Synchronous vs. Asynchronous Systems

RMI or CORBA is for tightly coupled synchronous communications, and JMS is for loosely coupled asynchronous communications.

However, there are other important factors to consider. My point of view is that JMS is a better choice because it offers the flexibility of both models. In any distributed application you will find uses for asynchronous processing if you look hard enough, even if you start out with a bias towards a synchronous design. Using JMS for both synchronous and asynchronous processing gives you a single programming model.

JMS also provides an asynchronous request/reply model, using the JMSReplyTo message header. This allows a distributed system to withstand failures and scheduled downtimes of the various nodes in the environment without affecting the health and availability of the system as a whole.

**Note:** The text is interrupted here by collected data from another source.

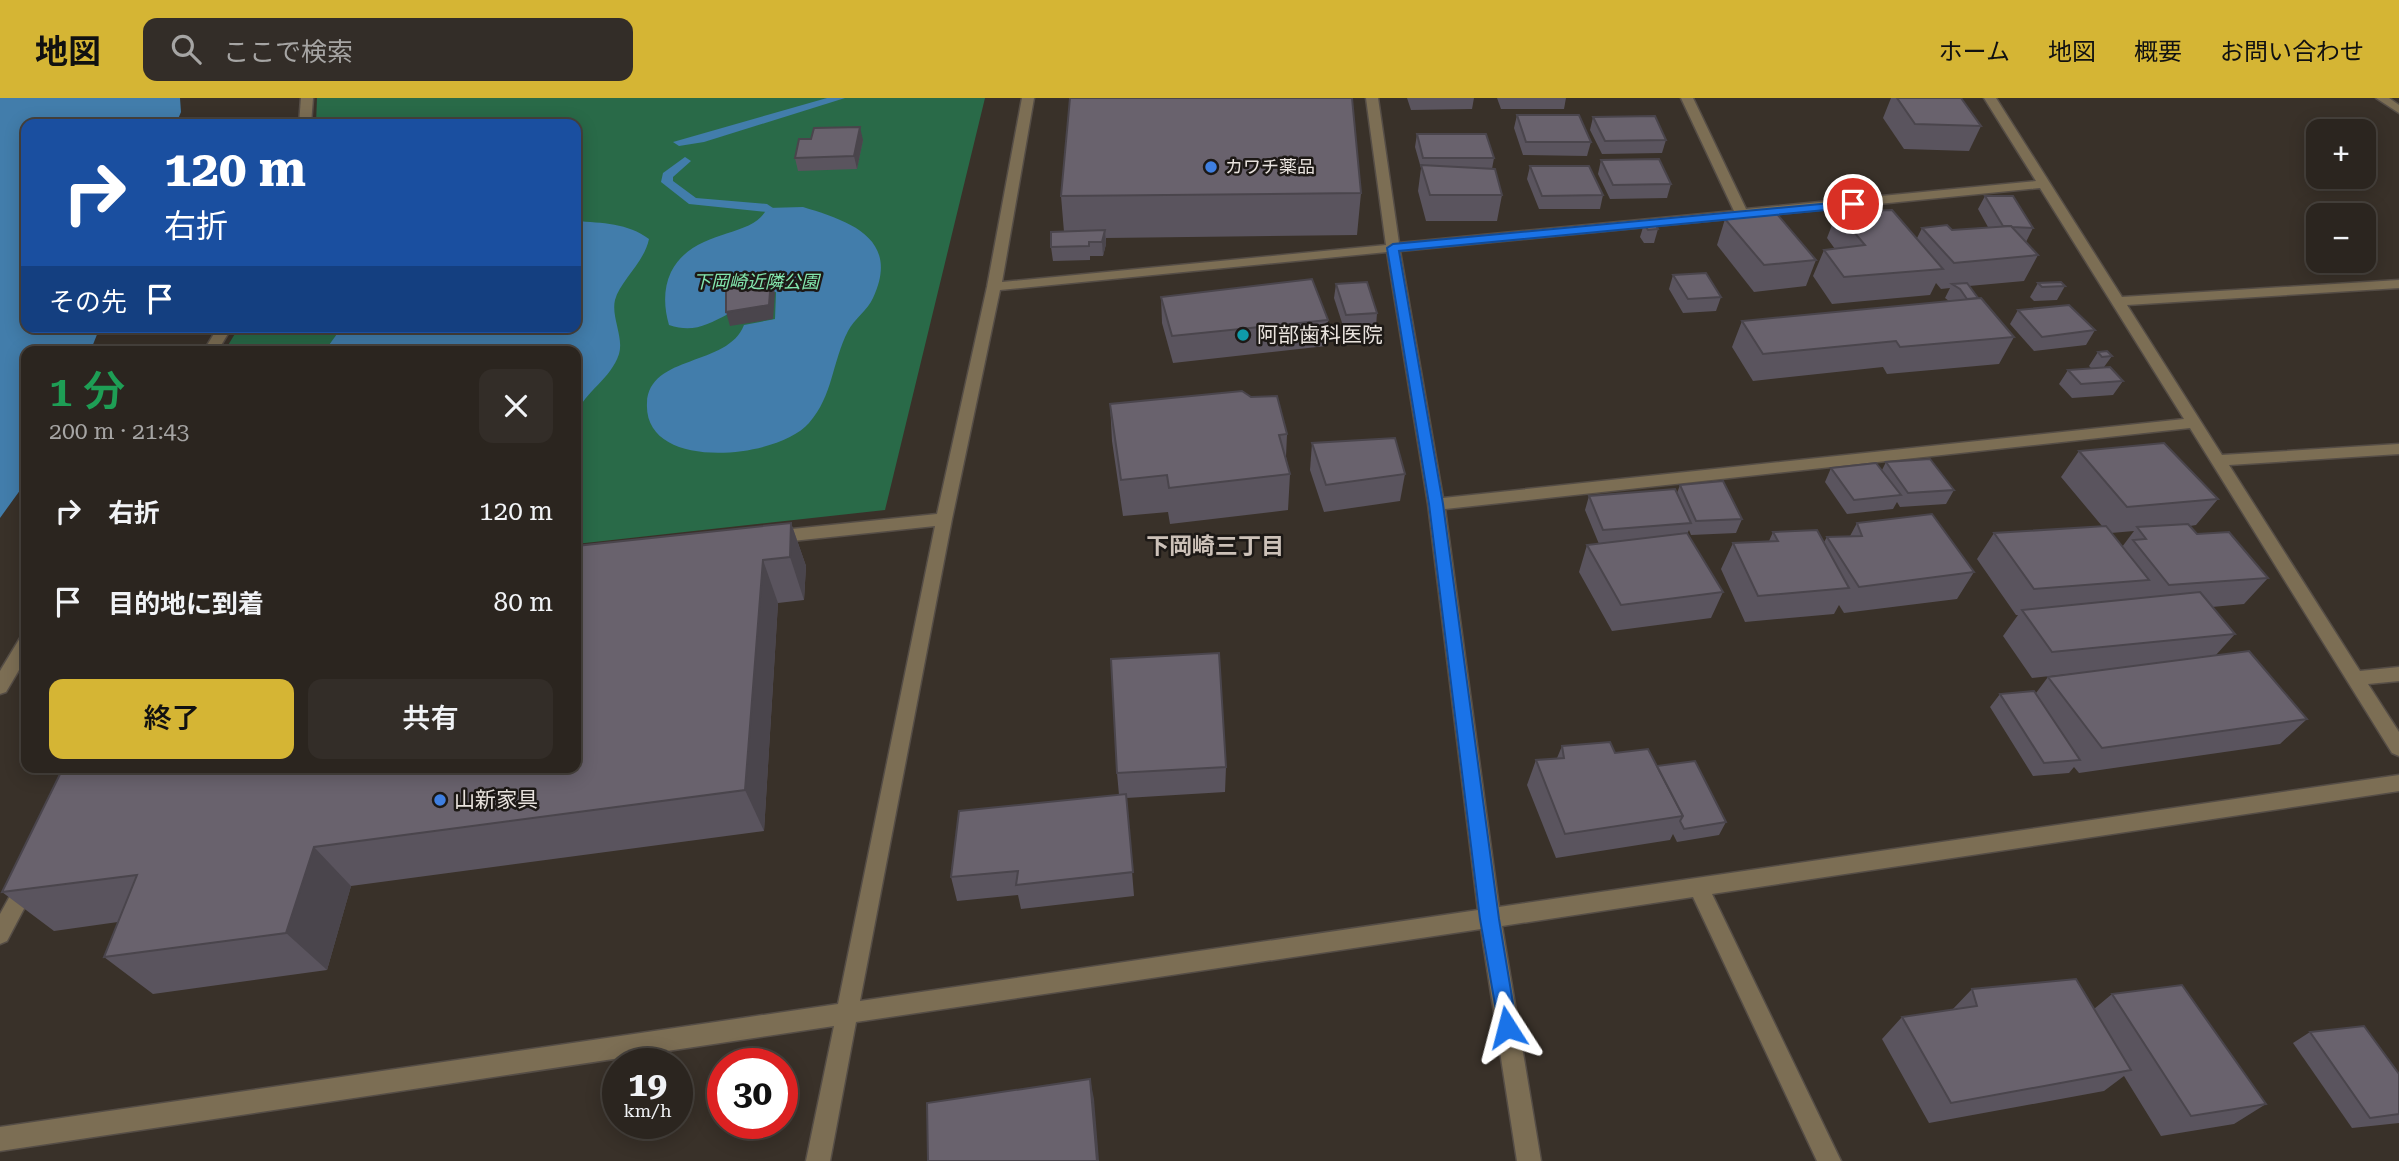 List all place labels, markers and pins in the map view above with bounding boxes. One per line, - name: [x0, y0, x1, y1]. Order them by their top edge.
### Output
- place label: カワチ薬品: [1225, 156, 1315, 177]
- marker: カワチ薬品: [1203, 159, 1219, 175]
- pin: [1823, 174, 1883, 234]
- place label: 阿部歯科医院: [1257, 323, 1383, 347]
- marker: 阿部歯科医院: [1235, 327, 1251, 343]
- place label: 山新家具: [454, 788, 538, 812]
- marker: 山新家具: [432, 792, 448, 808]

How scalable is the RMI or CORBA solution compared to the JMS solution? If you mix and match the two technologies, your system as a whole is only as strong as its weakest link. Using JMS for pure request/reply interactions buys you some important fault-tolerance advantages:

The traditional client (requestor) and server (replier) are decoupled using a JMS topic or queue. Let's assume it's a topic:

  • You can have more than one replier listening to the same topic for requests.

  • If one of the repliers dies, then you still have other repliers left answering client requests. This N-way-redundancy is transparent to the client: Client requests are "multicast" to all the repliers. Every replier responds, but the client considers only the first arriving response.

Another advantage of request/reply using JMS is preventive maintenance. Assume there is only one replier this time:

  • While your clients are performing requests through a JMS topic, you can move the replier from one machine to another. The client will not throw any exception but transparently start using the new replier machine. No data is ever lost during the transition from one machine to another. That's an important feature if you want to achieve twenty-four seven operation.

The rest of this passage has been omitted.